When the President signed into law a two year extension of the Bush Tax cuts, most Americans were focused on the income tax ramifications. However, the gift and estate tax changes are a huge departure from what the estate planning community expected. The options were believed to be a 45 percent or 55 percent estate tax rate, applying to assets exceeding $3.5 million or $1 million. But the law applicable for the next two years is vastly different from those expectations. Among the highlights are the following:
-- For 2011 and 2012, a $5 million exemption amount, meaning a single person can pass $5 million upon death without any federal estate tax. A married couple with proper planning can protect $10 million.
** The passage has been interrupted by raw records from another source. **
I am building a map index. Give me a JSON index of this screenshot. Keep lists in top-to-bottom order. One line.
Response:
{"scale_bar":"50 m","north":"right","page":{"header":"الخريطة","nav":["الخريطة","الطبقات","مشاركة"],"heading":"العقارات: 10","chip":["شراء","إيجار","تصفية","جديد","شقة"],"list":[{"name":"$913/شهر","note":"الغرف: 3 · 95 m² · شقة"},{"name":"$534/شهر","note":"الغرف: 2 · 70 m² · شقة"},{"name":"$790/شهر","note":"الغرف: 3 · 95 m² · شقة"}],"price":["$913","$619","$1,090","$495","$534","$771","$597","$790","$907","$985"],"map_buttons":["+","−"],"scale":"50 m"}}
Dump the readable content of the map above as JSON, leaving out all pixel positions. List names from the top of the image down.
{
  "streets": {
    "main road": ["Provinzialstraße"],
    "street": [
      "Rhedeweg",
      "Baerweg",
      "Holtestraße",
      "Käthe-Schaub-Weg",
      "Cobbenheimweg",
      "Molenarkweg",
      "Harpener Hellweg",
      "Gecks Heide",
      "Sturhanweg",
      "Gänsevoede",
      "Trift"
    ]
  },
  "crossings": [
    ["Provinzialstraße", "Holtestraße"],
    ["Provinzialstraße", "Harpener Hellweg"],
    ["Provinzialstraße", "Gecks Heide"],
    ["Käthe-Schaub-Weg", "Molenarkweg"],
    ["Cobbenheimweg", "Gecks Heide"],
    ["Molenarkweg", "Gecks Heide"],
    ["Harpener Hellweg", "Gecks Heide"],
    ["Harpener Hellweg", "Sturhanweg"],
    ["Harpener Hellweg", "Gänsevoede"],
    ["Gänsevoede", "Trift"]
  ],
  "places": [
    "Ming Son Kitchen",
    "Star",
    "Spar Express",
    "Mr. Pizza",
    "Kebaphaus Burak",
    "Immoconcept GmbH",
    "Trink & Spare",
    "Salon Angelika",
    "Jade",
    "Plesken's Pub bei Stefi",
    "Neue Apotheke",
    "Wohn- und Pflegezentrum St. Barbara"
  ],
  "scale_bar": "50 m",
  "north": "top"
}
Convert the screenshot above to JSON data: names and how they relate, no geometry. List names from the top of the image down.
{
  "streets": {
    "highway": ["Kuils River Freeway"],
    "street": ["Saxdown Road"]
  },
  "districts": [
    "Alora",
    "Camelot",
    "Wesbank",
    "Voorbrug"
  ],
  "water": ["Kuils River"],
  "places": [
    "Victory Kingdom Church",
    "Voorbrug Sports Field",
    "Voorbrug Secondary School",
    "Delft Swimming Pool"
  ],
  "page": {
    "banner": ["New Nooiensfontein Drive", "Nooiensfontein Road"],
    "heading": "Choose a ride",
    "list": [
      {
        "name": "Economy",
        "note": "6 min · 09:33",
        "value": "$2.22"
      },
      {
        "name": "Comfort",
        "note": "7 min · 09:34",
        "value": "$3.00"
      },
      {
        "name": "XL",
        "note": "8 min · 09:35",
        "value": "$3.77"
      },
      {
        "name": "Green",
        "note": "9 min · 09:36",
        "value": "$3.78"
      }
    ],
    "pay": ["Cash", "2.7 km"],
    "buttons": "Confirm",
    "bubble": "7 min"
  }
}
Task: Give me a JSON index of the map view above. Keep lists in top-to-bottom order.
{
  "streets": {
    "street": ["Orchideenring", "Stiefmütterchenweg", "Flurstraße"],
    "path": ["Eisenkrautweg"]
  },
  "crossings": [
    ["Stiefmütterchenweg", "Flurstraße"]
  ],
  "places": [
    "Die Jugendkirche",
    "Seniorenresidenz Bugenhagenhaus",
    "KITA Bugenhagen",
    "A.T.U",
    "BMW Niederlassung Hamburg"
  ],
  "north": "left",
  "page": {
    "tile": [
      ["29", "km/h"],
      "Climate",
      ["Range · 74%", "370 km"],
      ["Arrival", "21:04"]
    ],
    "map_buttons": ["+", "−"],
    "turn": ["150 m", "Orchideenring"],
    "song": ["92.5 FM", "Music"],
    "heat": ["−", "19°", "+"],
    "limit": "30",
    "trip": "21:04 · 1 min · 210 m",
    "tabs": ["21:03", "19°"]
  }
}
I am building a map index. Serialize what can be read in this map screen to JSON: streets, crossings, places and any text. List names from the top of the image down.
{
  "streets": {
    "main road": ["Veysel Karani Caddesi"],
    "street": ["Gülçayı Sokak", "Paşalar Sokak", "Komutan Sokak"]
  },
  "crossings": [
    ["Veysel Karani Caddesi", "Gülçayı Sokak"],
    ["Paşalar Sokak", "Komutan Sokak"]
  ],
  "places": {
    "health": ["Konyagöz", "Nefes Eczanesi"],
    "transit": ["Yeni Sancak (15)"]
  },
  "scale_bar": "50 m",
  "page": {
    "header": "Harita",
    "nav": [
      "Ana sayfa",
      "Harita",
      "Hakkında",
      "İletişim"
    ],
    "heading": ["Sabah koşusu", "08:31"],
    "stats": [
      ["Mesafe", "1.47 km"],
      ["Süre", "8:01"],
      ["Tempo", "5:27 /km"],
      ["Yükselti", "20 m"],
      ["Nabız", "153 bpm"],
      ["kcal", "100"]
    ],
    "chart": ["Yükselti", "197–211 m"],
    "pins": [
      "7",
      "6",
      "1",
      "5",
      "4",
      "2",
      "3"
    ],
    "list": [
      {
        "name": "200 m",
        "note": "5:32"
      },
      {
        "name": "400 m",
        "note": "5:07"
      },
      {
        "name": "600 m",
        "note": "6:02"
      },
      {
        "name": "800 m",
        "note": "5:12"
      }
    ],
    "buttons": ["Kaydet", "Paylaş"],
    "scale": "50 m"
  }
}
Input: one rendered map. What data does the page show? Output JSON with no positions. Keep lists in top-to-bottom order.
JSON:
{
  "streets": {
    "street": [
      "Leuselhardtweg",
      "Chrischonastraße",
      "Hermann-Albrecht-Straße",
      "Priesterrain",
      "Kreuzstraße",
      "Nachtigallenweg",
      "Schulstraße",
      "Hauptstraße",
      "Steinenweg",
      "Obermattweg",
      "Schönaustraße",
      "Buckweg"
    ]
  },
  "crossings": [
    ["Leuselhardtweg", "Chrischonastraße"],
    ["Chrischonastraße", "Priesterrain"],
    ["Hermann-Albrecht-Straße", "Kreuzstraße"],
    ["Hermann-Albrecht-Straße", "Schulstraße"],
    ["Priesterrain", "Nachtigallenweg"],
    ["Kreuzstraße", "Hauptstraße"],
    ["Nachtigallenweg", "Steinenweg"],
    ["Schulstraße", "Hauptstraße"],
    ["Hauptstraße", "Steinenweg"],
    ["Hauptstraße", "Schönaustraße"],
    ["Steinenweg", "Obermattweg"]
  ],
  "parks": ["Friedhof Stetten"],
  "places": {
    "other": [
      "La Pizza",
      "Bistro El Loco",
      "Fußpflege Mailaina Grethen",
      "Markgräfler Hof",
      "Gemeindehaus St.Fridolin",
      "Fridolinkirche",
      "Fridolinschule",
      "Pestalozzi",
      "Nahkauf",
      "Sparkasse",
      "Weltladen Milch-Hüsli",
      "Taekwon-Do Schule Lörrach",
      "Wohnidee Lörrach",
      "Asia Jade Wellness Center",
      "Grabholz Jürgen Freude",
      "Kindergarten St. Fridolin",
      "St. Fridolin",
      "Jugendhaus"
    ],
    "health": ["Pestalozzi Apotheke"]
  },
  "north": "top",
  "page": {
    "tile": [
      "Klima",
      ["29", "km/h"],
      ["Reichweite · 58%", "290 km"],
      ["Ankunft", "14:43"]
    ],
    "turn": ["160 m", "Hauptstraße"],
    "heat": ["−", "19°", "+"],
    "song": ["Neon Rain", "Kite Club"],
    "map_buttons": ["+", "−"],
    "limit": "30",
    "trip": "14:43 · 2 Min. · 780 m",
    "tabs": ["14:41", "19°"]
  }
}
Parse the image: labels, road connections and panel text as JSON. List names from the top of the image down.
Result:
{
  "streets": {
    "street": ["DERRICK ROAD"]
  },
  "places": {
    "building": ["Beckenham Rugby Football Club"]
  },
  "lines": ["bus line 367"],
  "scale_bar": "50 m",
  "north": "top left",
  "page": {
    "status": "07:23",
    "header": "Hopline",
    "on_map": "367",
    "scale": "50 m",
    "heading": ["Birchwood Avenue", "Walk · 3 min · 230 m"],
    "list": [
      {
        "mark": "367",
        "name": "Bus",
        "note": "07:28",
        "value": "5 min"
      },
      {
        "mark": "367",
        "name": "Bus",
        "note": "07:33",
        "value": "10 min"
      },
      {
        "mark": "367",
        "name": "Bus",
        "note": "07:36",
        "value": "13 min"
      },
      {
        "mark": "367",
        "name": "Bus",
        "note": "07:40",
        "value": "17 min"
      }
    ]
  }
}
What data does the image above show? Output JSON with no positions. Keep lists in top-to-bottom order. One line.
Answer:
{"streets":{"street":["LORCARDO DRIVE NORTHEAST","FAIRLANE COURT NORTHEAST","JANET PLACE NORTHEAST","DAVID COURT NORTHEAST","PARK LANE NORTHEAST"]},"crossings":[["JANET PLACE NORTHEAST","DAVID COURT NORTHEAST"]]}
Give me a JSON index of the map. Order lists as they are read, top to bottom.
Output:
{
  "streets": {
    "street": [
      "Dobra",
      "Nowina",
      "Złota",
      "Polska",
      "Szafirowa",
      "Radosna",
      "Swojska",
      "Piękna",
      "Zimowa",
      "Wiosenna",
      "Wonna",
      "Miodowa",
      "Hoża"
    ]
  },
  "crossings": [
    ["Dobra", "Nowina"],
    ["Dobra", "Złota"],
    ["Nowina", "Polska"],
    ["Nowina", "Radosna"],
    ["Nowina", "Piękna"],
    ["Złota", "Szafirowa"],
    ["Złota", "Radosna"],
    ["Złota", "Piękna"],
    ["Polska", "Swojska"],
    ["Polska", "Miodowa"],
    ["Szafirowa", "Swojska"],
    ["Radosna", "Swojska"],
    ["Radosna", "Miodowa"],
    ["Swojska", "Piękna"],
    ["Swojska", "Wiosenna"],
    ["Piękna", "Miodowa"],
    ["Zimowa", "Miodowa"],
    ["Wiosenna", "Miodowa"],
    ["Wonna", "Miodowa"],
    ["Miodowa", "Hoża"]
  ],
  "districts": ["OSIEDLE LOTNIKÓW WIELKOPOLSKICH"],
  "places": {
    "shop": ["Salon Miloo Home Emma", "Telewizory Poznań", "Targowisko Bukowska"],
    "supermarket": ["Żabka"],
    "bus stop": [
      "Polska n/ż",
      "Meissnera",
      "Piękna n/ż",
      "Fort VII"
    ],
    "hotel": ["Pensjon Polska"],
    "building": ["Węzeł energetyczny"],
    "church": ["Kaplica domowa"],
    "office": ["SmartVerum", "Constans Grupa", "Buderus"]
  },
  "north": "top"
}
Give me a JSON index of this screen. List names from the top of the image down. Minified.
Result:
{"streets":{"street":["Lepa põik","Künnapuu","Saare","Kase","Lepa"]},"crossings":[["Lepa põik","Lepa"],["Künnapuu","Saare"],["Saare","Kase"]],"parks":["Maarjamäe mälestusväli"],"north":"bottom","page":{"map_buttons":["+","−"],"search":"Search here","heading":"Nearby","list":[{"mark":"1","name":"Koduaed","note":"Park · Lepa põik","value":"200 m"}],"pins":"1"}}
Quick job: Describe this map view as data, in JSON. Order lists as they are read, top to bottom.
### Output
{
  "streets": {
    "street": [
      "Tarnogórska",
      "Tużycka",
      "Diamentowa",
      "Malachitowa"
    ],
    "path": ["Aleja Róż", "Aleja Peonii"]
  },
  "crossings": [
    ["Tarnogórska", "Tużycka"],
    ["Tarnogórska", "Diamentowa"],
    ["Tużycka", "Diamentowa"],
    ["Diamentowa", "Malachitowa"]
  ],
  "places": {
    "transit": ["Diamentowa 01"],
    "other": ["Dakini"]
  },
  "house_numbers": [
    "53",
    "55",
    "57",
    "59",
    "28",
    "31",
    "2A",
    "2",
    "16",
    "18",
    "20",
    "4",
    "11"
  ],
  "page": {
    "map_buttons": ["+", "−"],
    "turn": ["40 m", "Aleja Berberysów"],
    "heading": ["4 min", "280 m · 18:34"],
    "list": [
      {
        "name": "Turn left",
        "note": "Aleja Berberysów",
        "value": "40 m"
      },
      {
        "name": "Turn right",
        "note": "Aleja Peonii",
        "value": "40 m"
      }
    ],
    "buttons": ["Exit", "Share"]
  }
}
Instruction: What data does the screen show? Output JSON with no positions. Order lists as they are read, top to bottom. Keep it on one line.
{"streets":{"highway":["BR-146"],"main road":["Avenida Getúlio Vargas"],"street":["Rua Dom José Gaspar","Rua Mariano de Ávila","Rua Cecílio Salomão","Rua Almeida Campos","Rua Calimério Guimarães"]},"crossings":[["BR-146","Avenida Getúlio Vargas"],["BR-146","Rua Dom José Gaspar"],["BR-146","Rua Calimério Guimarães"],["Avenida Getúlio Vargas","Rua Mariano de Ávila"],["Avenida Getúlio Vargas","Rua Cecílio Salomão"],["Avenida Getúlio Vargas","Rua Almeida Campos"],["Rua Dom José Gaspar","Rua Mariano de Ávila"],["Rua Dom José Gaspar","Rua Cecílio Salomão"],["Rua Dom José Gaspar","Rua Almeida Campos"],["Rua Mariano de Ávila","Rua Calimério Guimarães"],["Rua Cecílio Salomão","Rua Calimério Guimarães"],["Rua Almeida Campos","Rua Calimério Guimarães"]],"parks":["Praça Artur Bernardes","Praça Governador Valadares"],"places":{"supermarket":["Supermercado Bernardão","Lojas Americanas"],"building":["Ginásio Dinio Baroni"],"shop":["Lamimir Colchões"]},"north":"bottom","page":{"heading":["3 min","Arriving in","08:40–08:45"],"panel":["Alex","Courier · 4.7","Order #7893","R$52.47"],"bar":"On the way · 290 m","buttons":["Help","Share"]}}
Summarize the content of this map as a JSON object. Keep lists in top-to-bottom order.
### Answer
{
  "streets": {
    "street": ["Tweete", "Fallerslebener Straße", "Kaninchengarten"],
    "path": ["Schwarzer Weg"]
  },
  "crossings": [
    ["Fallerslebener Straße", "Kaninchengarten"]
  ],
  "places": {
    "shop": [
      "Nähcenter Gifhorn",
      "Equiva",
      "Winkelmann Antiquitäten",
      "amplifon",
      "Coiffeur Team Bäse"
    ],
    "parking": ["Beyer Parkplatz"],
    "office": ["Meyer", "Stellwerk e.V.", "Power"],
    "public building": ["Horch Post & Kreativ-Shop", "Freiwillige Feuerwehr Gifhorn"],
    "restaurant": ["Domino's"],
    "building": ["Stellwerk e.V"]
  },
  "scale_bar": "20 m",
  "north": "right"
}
-- Just as significant, the amount a person can gift during lifetime is $5 million. This is a radical departure from the current $1 million gift amount. The significance is that 2011 is a year when substantial wealth can be transferred without incurring any gift tax. For the very wealthy, assets in excess of $5 million can be transferred with only a 35% gift tax. Also, with a $5 million gift exemption amount ($10 million for a married couple), advanced gifting techniques, such as transfers involving a gift and sale of assets to intentionally defective trusts, are even more useful.
-- The Generation Skipping Tax Exemption is also $5 million. Again, using advanced planning tools, there is an opportunity to provide significant estate tax savings for future generations.
-- The law also addressed the uncertainty pertaining to taxpayers who die in 2010. The decedent's estate may elect the $5 million exemption amount, or benefit from no estate tax but also no step-up in basis for assets exceeding $1.3 million (and an additional $3 million increase in basis to property that goes to the decedent's spouse). Generally, estates under $5 million will benefit from the $5 million exemption amount, and estates such as George Steinbrenner's will benefit from no estate tax.
Some planning decisions are immediately obvious and others will emerge as the new law is studied. Despite the abundance of good news, there is remaining uncertainty: the law only applies for two years. But two years provides ample time to take advantage of the planning opportunities.
Santa - I mean the President and Congress - was very generous this Holiday Season.